| Work instruction |
Give back each line of the data exactly as it reads, minus the pictures.

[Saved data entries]
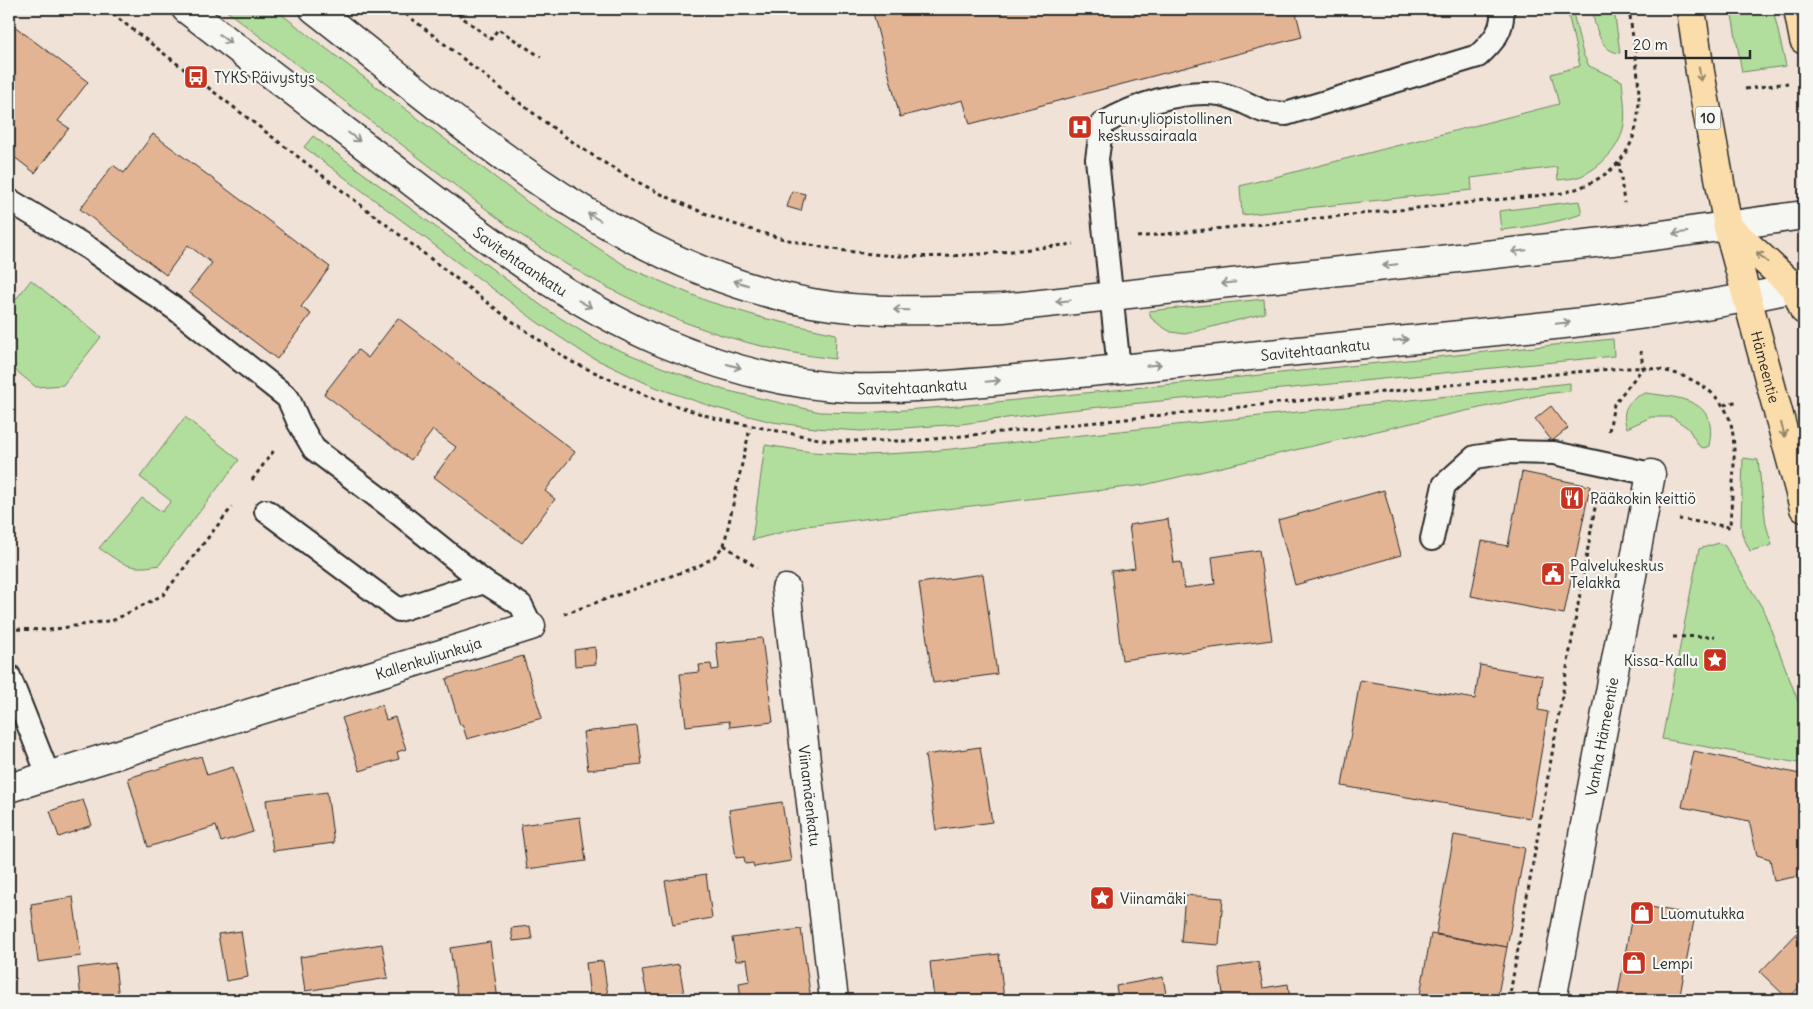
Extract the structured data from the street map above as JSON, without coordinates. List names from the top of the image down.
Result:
{
  "streets": {
    "highway": ["10", "Hämeentie"],
    "main road": [
      "Savitehtaankatu",
      "Kallenkuljunkuja",
      "Vanha Hämeentie",
      "Viinamäenkatu"
    ]
  },
  "crossings": [
    ["Savitehtaankatu", "Hämeentie"]
  ],
  "one_way": ["Hämeentie"],
  "places": {
    "bus stop": ["TYKS Päivystys"],
    "hospital": ["Turun yliopistollinen keskussairaala"],
    "restaurant": ["Pääkokin keittiö"],
    "public building": ["Palvelukeskus Telakka"],
    "place": ["Kissa-Kallu", "Viinamäki"],
    "shop": ["Luomutukka", "Lempi"]
  },
  "scale_bar": "20 m"
}
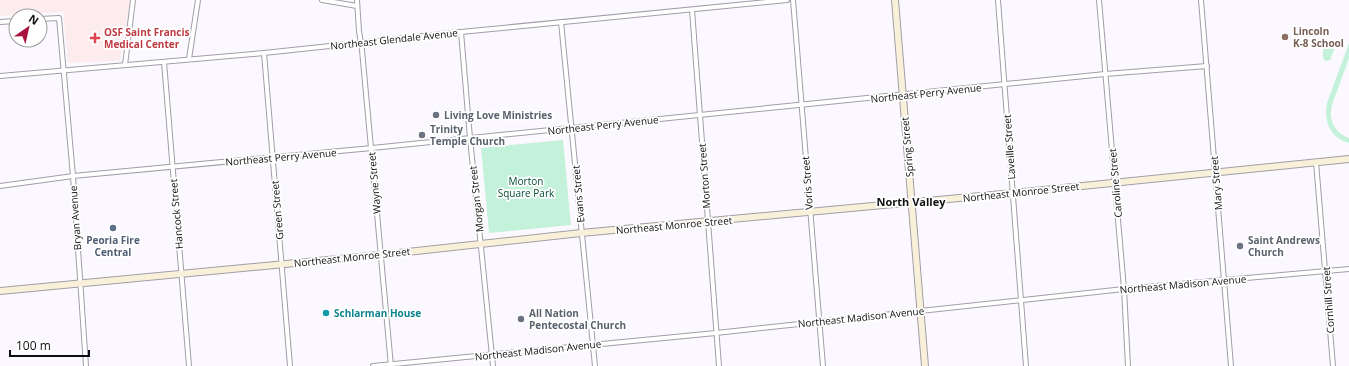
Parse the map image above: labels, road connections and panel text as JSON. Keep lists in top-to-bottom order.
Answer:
{
  "streets": {
    "street": [
      "Northeast Glendale Avenue",
      "Northeast Perry Avenue",
      "Spring Street",
      "Laveille Street",
      "Morton Street",
      "Wayne Street",
      "Voris Street",
      "Caroline Street",
      "Mary Street",
      "Northeast Monroe Street",
      "Evans Street",
      "Morgan Street",
      "Green Street",
      "Hancock Street",
      "Bryan Avenue",
      "Northeast Madison Avenue",
      "Cornhill Street"
    ]
  },
  "crossings": [
    ["Northeast Glendale Avenue", "Morton Street"],
    ["Northeast Glendale Avenue", "Wayne Street"],
    ["Northeast Glendale Avenue", "Evans Street"],
    ["Northeast Glendale Avenue", "Morgan Street"],
    ["Northeast Glendale Avenue", "Green Street"],
    ["Northeast Glendale Avenue", "Hancock Street"],
    ["Northeast Glendale Avenue", "Bryan Avenue"],
    ["Northeast Perry Avenue", "Spring Street"],
    ["Northeast Perry Avenue", "Laveille Street"],
    ["Northeast Perry Avenue", "Morton Street"],
    ["Northeast Perry Avenue", "Wayne Street"],
    ["Northeast Perry Avenue", "Voris Street"],
    ["Northeast Perry Avenue", "Caroline Street"],
    ["Northeast Perry Avenue", "Mary Street"],
    ["Northeast Perry Avenue", "Evans Street"],
    ["Northeast Perry Avenue", "Morgan Street"],
    ["Northeast Perry Avenue", "Green Street"],
    ["Northeast Perry Avenue", "Hancock Street"],
    ["Northeast Perry Avenue", "Bryan Avenue"],
    ["Spring Street", "Northeast Monroe Street"],
    ["Spring Street", "Northeast Madison Avenue"],
    ["Laveille Street", "Northeast Monroe Street"],
    ["Laveille Street", "Northeast Madison Avenue"],
    ["Morton Street", "Northeast Monroe Street"],
    ["Morton Street", "Northeast Madison Avenue"],
    ["Wayne Street", "Northeast Monroe Street"],
    ["Wayne Street", "Northeast Madison Avenue"],
    ["Voris Street", "Northeast Monroe Street"],
    ["Voris Street", "Northeast Madison Avenue"],
    ["Caroline Street", "Northeast Monroe Street"],
    ["Caroline Street", "Northeast Madison Avenue"],
    ["Mary Street", "Northeast Monroe Street"],
    ["Mary Street", "Northeast Madison Avenue"],
    ["Northeast Monroe Street", "Evans Street"],
    ["Northeast Monroe Street", "Morgan Street"],
    ["Northeast Monroe Street", "Green Street"],
    ["Northeast Monroe Street", "Hancock Street"],
    ["Northeast Monroe Street", "Bryan Avenue"],
    ["Northeast Monroe Street", "Cornhill Street"],
    ["Evans Street", "Northeast Madison Avenue"],
    ["Morgan Street", "Northeast Madison Avenue"],
    ["Northeast Madison Avenue", "Cornhill Street"]
  ],
  "districts": ["North Valley"],
  "parks": ["Morton Square Park"],
  "places": {
    "other": [
      "Lincoln K-8 School",
      "Living Love Ministries",
      "Trinity Temple Church",
      "Peoria Fire Central",
      "Saint Andrews Church",
      "Schlarman House",
      "All Nation Pentecostal Church"
    ],
    "health": ["OSF Saint Francis Medical Center"]
  },
  "scale_bar": "100 m",
  "north": "top right"
}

| Response |
Extract the structured data from the street map above as JSON, without coordinates. List names from the top of the image down.
Result:
{
  "streets": {
    "highway": ["10", "Hämeentie"],
    "main road": [
      "Savitehtaankatu",
      "Kallenkuljunkuja",
      "Vanha Hämeentie",
      "Viinamäenkatu"
    ]
  },
  "crossings": [
    ["Savitehtaankatu", "Hämeentie"]
  ],
  "one_way": ["Hämeentie"],
  "places": {
    "bus stop": ["TYKS Päivystys"],
    "hospital": ["Turun yliopistollinen keskussairaala"],
    "restaurant": ["Pääkokin keittiö"],
    "public building": ["Palvelukeskus Telakka"],
    "place": ["Kissa-Kallu", "Viinamäki"],
    "shop": ["Luomutukka", "Lempi"]
  },
  "scale_bar": "20 m"
}
Parse the map image above: labels, road connections and panel text as JSON. Keep lists in top-to-bottom order.
Answer:
{
  "streets": {
    "street": [
      "Northeast Glendale Avenue",
      "Northeast Perry Avenue",
      "Spring Street",
      "Laveille Street",
      "Morton Street",
      "Wayne Street",
      "Voris Street",
      "Caroline Street",
      "Mary Street",
      "Northeast Monroe Street",
      "Evans Street",
      "Morgan Street",
      "Green Street",
      "Hancock Street",
      "Bryan Avenue",
      "Northeast Madison Avenue",
      "Cornhill Street"
    ]
  },
  "crossings": [
    ["Northeast Glendale Avenue", "Morton Street"],
    ["Northeast Glendale Avenue", "Wayne Street"],
    ["Northeast Glendale Avenue", "Evans Street"],
    ["Northeast Glendale Avenue", "Morgan Street"],
    ["Northeast Glendale Avenue", "Green Street"],
    ["Northeast Glendale Avenue", "Hancock Street"],
    ["Northeast Glendale Avenue", "Bryan Avenue"],
    ["Northeast Perry Avenue", "Spring Street"],
    ["Northeast Perry Avenue", "Laveille Street"],
    ["Northeast Perry Avenue", "Morton Street"],
    ["Northeast Perry Avenue", "Wayne Street"],
    ["Northeast Perry Avenue", "Voris Street"],
    ["Northeast Perry Avenue", "Caroline Street"],
    ["Northeast Perry Avenue", "Mary Street"],
    ["Northeast Perry Avenue", "Evans Street"],
    ["Northeast Perry Avenue", "Morgan Street"],
    ["Northeast Perry Avenue", "Green Street"],
    ["Northeast Perry Avenue", "Hancock Street"],
    ["Northeast Perry Avenue", "Bryan Avenue"],
    ["Spring Street", "Northeast Monroe Street"],
    ["Spring Street", "Northeast Madison Avenue"],
    ["Laveille Street", "Northeast Monroe Street"],
    ["Laveille Street", "Northeast Madison Avenue"],
    ["Morton Street", "Northeast Monroe Street"],
    ["Morton Street", "Northeast Madison Avenue"],
    ["Wayne Street", "Northeast Monroe Street"],
    ["Wayne Street", "Northeast Madison Avenue"],
    ["Voris Street", "Northeast Monroe Street"],
    ["Voris Street", "Northeast Madison Avenue"],
    ["Caroline Street", "Northeast Monroe Street"],
    ["Caroline Street", "Northeast Madison Avenue"],
    ["Mary Street", "Northeast Monroe Street"],
    ["Mary Street", "Northeast Madison Avenue"],
    ["Northeast Monroe Street", "Evans Street"],
    ["Northeast Monroe Street", "Morgan Street"],
    ["Northeast Monroe Street", "Green Street"],
    ["Northeast Monroe Street", "Hancock Street"],
    ["Northeast Monroe Street", "Bryan Avenue"],
    ["Northeast Monroe Street", "Cornhill Street"],
    ["Evans Street", "Northeast Madison Avenue"],
    ["Morgan Street", "Northeast Madison Avenue"],
    ["Northeast Madison Avenue", "Cornhill Street"]
  ],
  "districts": ["North Valley"],
  "parks": ["Morton Square Park"],
  "places": {
    "other": [
      "Lincoln K-8 School",
      "Living Love Ministries",
      "Trinity Temple Church",
      "Peoria Fire Central",
      "Saint Andrews Church",
      "Schlarman House",
      "All Nation Pentecostal Church"
    ],
    "health": ["OSF Saint Francis Medical Center"]
  },
  "scale_bar": "100 m",
  "north": "top right"
}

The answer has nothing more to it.